=== Begin Enclosure ===

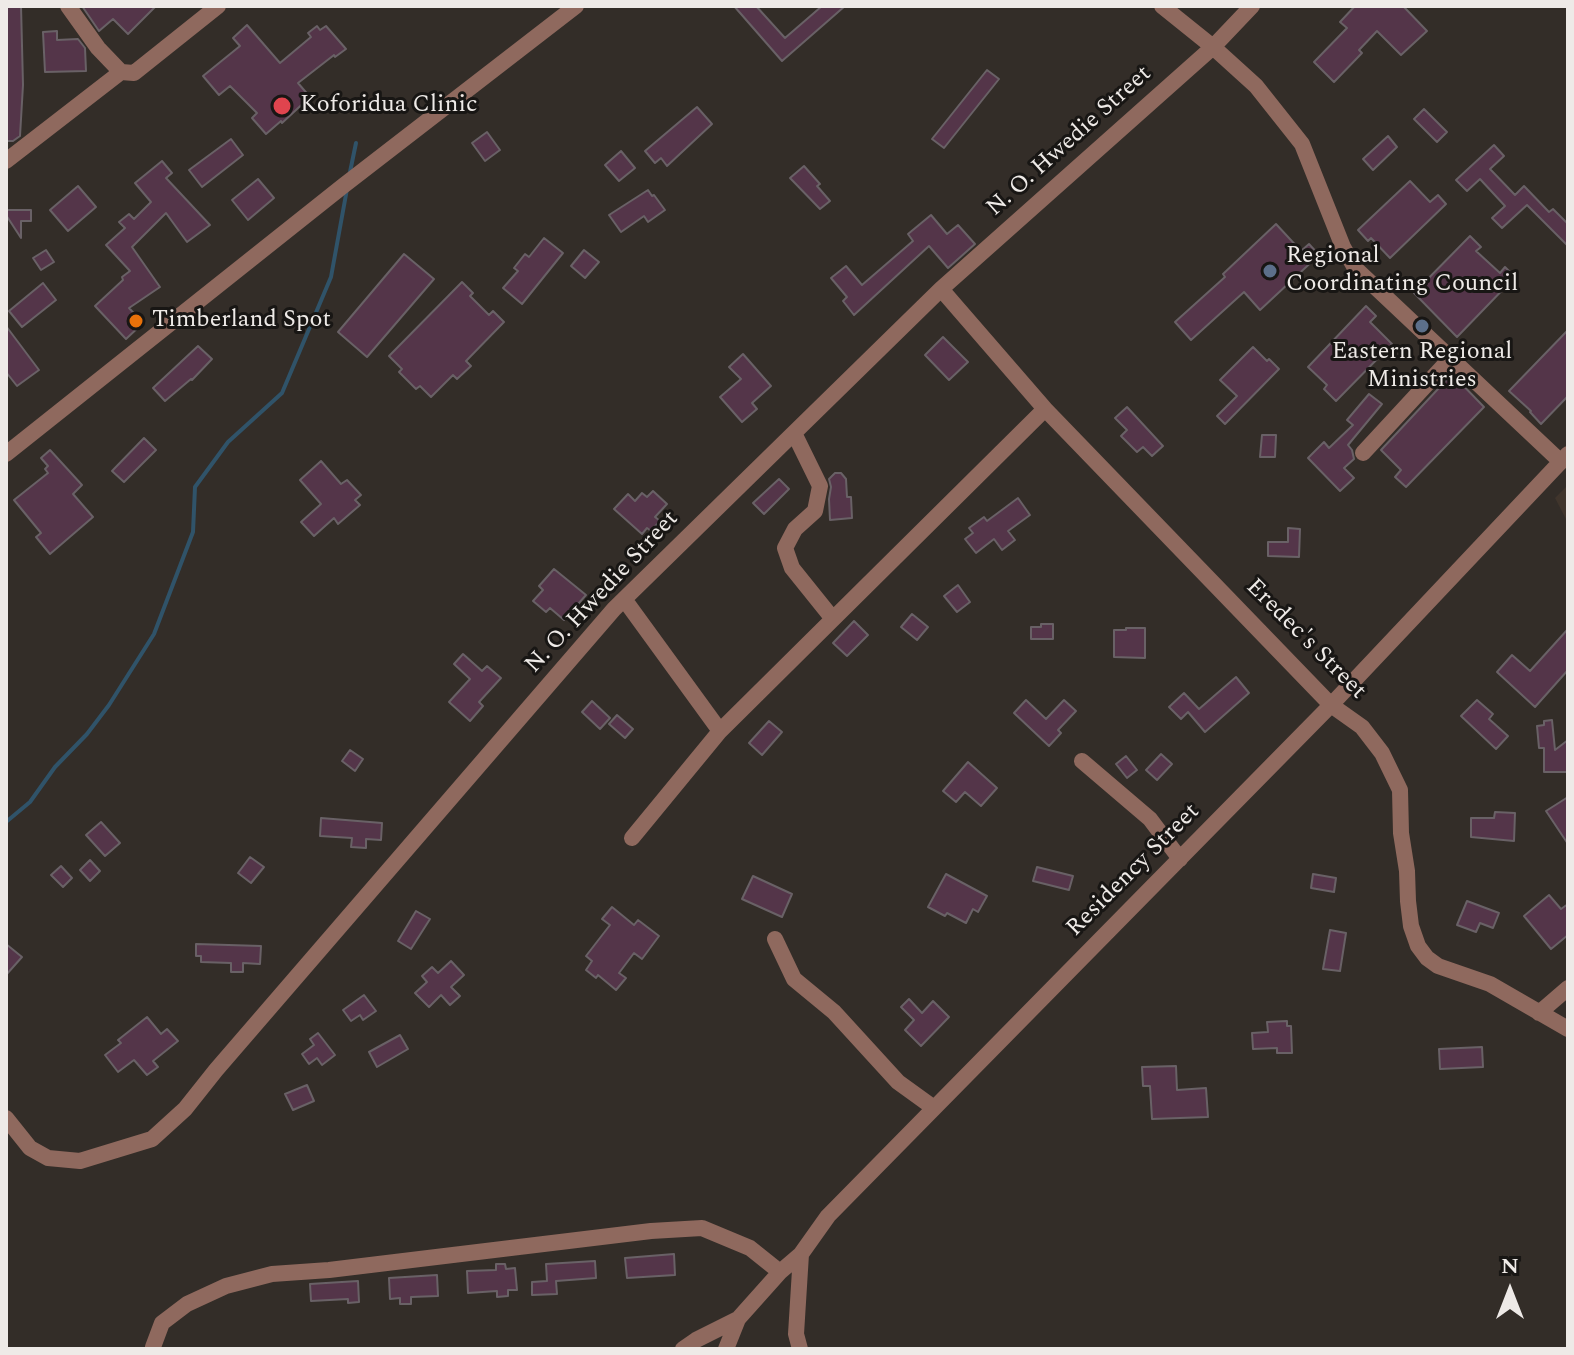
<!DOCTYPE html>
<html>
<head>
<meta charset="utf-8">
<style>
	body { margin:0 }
	#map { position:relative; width:1574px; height:1355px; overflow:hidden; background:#332d28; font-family:Spectral,serif }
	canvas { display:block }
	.frame { position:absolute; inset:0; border:8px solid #eeeae7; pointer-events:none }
	.north { position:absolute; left:1470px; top:1251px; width:80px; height:80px; -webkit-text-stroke:6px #181614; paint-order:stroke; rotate:0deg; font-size:22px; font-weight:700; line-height:32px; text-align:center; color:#eeeae7 }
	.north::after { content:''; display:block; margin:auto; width:28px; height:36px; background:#eeeae7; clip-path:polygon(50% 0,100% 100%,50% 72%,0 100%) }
</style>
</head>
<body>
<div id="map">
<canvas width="1574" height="1355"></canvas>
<div class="frame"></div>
<div class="north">N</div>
</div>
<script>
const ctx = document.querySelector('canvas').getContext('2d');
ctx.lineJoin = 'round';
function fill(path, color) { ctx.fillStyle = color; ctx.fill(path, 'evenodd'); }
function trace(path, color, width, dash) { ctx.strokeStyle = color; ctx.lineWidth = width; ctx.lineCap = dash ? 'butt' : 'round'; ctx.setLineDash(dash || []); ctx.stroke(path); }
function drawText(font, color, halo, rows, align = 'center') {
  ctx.font = font + ' Spectral,serif'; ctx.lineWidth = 6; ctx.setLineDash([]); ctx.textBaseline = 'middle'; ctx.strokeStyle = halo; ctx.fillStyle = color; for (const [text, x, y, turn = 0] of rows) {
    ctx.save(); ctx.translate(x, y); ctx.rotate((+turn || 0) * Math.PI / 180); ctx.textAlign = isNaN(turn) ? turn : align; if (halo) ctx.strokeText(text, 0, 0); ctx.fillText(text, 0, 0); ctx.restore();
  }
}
fill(new Path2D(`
	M1568,485V523L1555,498Z`), '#40352c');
trace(new Path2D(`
	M350,172L356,143
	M6,822L30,802L55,767L87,734L109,705L154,634L193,532L195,487L228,442L282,393L331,277L347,189`), '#305369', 4);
const building = new Path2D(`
	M21,6L23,85L20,136L13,141H6V7Z
	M82,6H156L128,34L113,19L99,31Z
	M734,6H756L785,38L822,6H845L782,61Z
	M1355,6H1403L1427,31L1401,55L1377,31L1359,50L1362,53L1334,82L1314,62L1347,28L1340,22Z
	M247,25L280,63L311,37L308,33L317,26L320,30L326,26L346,49L335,57L334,55L298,83L310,97L282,123L281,121L266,134L252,118L257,113L230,86L219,95L203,76L240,46L233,38Z
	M57,31V40L78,39L85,48L86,71L45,72L43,32Z
	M987,70L999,79L944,148L932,139Z
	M697,107L712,124L667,166L661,158L655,163L645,151Z
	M1424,109L1447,132L1437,142L1414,119Z
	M487,132L500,150L485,161L472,143Z
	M1388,136L1397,147L1373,170L1363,159Z
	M231,139L243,155L202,187L189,170Z
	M1494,145L1504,156L1490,169L1515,195L1524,186L1549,212L1553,209L1568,224V246L1527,205L1502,228L1492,218L1505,206L1480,179L1467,191L1456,180Z
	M621,151L635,168L619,181L605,165Z
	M162,161L172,173L166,178L210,225L187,242L166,213L132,247L160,287L129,308L143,323L126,339L95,306L123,280L122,277L130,271L106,245L125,228L119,222L129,214L134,219L151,202L135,183Z
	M804,166L820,184L817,186L830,201L820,209L790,178Z
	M258,179L274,198L248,220L232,200Z
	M1410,181L1430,202L1438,195L1446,204L1390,258L1371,238L1368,241L1358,230Z
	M78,186L96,207L68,231L50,210Z
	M648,190L652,196L654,195L665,210L648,222L644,216L621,232L609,215Z
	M6,210H31V221H21V238L6,215Z
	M931,215L947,234L958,225L975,244L948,268L929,246L854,315L843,301L847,297L831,278L846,266L862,285L913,241L908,234Z
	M1276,224L1301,251L1309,244L1319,255L1260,310L1244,292L1191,340L1175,322L1225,277L1223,274Z
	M1470,236L1481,247L1476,251L1500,273L1505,267L1515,277L1457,337L1414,293Z
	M544,238L563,253L522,304L503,288L518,271L514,268L525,254L529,257Z
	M46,250L54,262L41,270L33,258Z
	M584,250L599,262L585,278L571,266Z
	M404,254L434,279L367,357L338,332Z
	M462,282L473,293L470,296L489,315L493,311L504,322L466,361L471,366L457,379L453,375L431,397L420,386L416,389L399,372L402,369L389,356Z
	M43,283L56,300L22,327L9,311Z
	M1366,306L1376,316L1370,322L1392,344L1336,401L1324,389L1327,385L1308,367Z
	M6,326L39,370L17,386L6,372Z
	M1568,330V396L1541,424L1530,412L1531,411L1509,391Z
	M943,337L968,362L949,380L925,355Z
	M198,346L212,359L192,380L191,379L165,401L153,388Z
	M1253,347L1267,361L1269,359L1279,369L1225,424L1217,416L1237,396L1220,380Z
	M743,354L771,386L752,403L757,409L742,422L720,397L741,379L729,367Z
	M1452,374L1484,407L1406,487L1395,477L1401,470L1381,450Z
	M1369,394L1382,404L1348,445L1352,450L1354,459L1344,468L1354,478L1340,491L1308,458L1324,442L1329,448L1353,425L1347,420Z
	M1127,407L1163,446L1152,456L1143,447L1137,452L1121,436L1127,430L1115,418Z
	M1262,435H1276L1275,457H1260Z
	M144,438L156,450L124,482L112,471Z
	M50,450L82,485L73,494L93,517L50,554L36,537L41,533L14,500L48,473L45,469L48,466L41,458Z
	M321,461L341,484L347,480L361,495L355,500L360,505L338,524L334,518L314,536L301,522L321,504L300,480Z
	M835,473H841L846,479L847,497H851L852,518L830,520L829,499L831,487L829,479Z
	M779,479L789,489L764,514L753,503Z
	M653,491L667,504L655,517L660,521L651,531L647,528L642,534L614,509L628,494L635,501L642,493L647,497Z
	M1018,498L1030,515L1008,531L1015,540L1002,550L994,539L976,553L965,539L973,533L969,528L984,517L987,521Z
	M1288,528L1300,529L1299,557L1268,556V542H1288Z
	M554,569L586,595L564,620L550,608L546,612L533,601L543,590L539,586Z
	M958,585L970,602L957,612L944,596Z
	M912,614L928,627L917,640L901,627Z
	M854,621L868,635L847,656L833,643Z
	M1041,624H1053V639H1031V627H1041Z
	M1126,628H1145V658L1114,657V630H1126Z
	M1568,629V670L1535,707L1497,672L1512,655L1530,671Z
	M463,654L482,671L487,666L501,678L479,702L483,706L470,721L449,702L470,679L454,664Z
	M1236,677L1249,693L1205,732L1188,712L1181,719L1169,707L1184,693L1199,709Z
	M1026,700L1046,719L1064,700L1076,711L1058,730L1061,733L1049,746L1014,713Z
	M1477,700L1493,714L1489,719L1508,736L1496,749L1461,716Z
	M592,701L610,718L600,729L582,712Z
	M617,715L633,729L625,738L609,724Z
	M1552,720L1555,750L1568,740V772H1544V748H1539L1537,726L1544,725V721Z
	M769,721L782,732L762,755L749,743Z
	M350,750L363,759L355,771L342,761Z
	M1161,754L1172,764L1157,780L1146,770Z
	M1126,756L1137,770L1127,778L1116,764Z
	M968,762L997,788L981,806L965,792L956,802L943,791Z
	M1568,797V844L1546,811Z
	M1495,812L1515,813L1514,841L1471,837V818H1494Z
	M321,818L382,823L381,840L366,839V848L351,847L352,838L320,836Z
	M101,822L120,843L105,856L86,835Z
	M250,857L264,867L251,883L238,873Z
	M90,860L100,871L90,881L80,870Z
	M61,866L72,878L63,887L51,875Z
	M1037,867L1073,876L1069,890L1033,881Z
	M946,874L987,896L978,912L973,909L966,923L947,913L945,916L928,907Z
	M1313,874L1336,878L1334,892L1311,888Z
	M753,876L792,894L782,917L742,899Z
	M1549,895L1561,909L1568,904V935L1551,949L1524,916Z
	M1467,901L1499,913L1493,928L1480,923L1476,932L1457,925Z
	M612,907L634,925L638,920L659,936L642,959L634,953L619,973L626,978L616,990L598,975L596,978L586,970L592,961L586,956L610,925L602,919Z
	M416,911L430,919L411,949L398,941Z
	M1330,930L1346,933L1340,971L1323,969Z
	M6,944L22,957L6,975Z
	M196,944L261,946L260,964L243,963V972H231V963L201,962V956H196Z
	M451,961L464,975L451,987L460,996L450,1005L441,995L429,1007L415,993L427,982L422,976L432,967L438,973Z
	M364,995L376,1011L363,1020L360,1015L351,1021L343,1010Z
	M909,999L922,1013L933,1001L949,1017L921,1046L905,1030L914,1020L901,1007Z
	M147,1017L161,1034L167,1029L178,1041L153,1061L158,1067L147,1075L134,1060L118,1072L105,1055L121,1043L118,1040Z
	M1287,1021V1026H1291L1292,1053H1277V1048L1253,1049L1252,1033L1268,1032L1267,1022Z
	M318,1033L335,1055L322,1065L317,1058L309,1064L302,1054L314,1045L310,1039Z
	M400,1035L408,1049L377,1067L369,1052Z
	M1482,1047L1483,1067L1440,1069L1439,1049Z
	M1176,1066L1177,1090L1206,1088L1208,1117L1152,1119L1150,1086H1143L1142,1067Z
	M307,1085L314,1101L293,1110L285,1094Z
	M674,1254L675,1275L627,1278L625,1258Z
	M595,1261L596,1278L556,1281L557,1294L532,1295V1282L547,1281L546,1264Z
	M496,1264H505L506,1269L515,1268L517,1290H508V1296L497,1297V1291L468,1293L467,1271L496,1270Z
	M437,1275L438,1296L411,1297V1304H400V1298L390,1299L389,1278Z
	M358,1281L359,1302L348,1303V1299L311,1301L310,1284Z`);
fill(building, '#543549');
trace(building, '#696166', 2);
trace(new Path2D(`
	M68,6L98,48L121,72L134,73L218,6
	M1162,6L1213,47L1256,86L1302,144L1343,247L1355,268L1561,462
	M6,161L121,72
	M941,289L1045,409L1331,705L1362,727L1382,753L1400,790L1401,833L1407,871L1408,901L1411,926L1418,946L1427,958L1438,966L1490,984L1568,1029
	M794,433L820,486L815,511L795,529L785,548L792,568L833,619
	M1363,453L1450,359
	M6,454L343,186L576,6
	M624,599L720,731
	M1082,761L1150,819L1180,859
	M632,838L720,731L1045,409
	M775,939L794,979L834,1012L898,1082L934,1108
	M1539,1013L1568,988
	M6,1118L30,1148L48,1158L80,1161L152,1139L185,1109L216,1070L614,609L941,289L1213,47L1252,6
	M153,1347L162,1323L187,1304L226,1286L272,1274L329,1270L651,1231L702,1228L750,1248L780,1272
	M683,1349L696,1340L738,1319L780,1272L801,1254
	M726,1349L738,1319
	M800,1349L796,1334L801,1254L828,1216L1331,705L1568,454`), '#8f695e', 16);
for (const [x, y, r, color] of [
	[282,106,10,"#e0444e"],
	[1270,271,8,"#5c6f8a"],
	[136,321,8,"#e8710a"],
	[1422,326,8,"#5c6f8a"]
]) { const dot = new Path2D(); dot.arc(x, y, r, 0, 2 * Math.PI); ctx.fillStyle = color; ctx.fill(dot); trace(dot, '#181614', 3); }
drawText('24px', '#eeeae7', '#181614', [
	["Koforidua Clinic",300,106],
	["Regional",1286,257],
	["Coordinating Council",1286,285],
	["Timberland Spot",152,321],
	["Eastern Regional",1422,353,"center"],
	["Ministries",1422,381,"center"]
], 'left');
drawText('24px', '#eeeae7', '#181614', [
	["N. O. Hwedie Street",1070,142,-42],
	["N. O. Hwedie Street",603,593,-47],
	["Eredec's Street",1305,640,45],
	["Residency Street",1134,871,-45]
]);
</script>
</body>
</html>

=== End Enclosure ===

→ **Task description**
Check each line above for the string "rows" and copy those that have it.

→ **Written response**
function drawText(font, color, halo, rows, align = 'center') {
  ctx.font = font + ' Spectral,serif'; ctx.lineWidth = 6; ctx.setLineDash([]); ctx.textBaseline = 'middle'; ctx.strokeStyle = halo; ctx.fillStyle = color; for (const [text, x, y, turn = 0] of rows) {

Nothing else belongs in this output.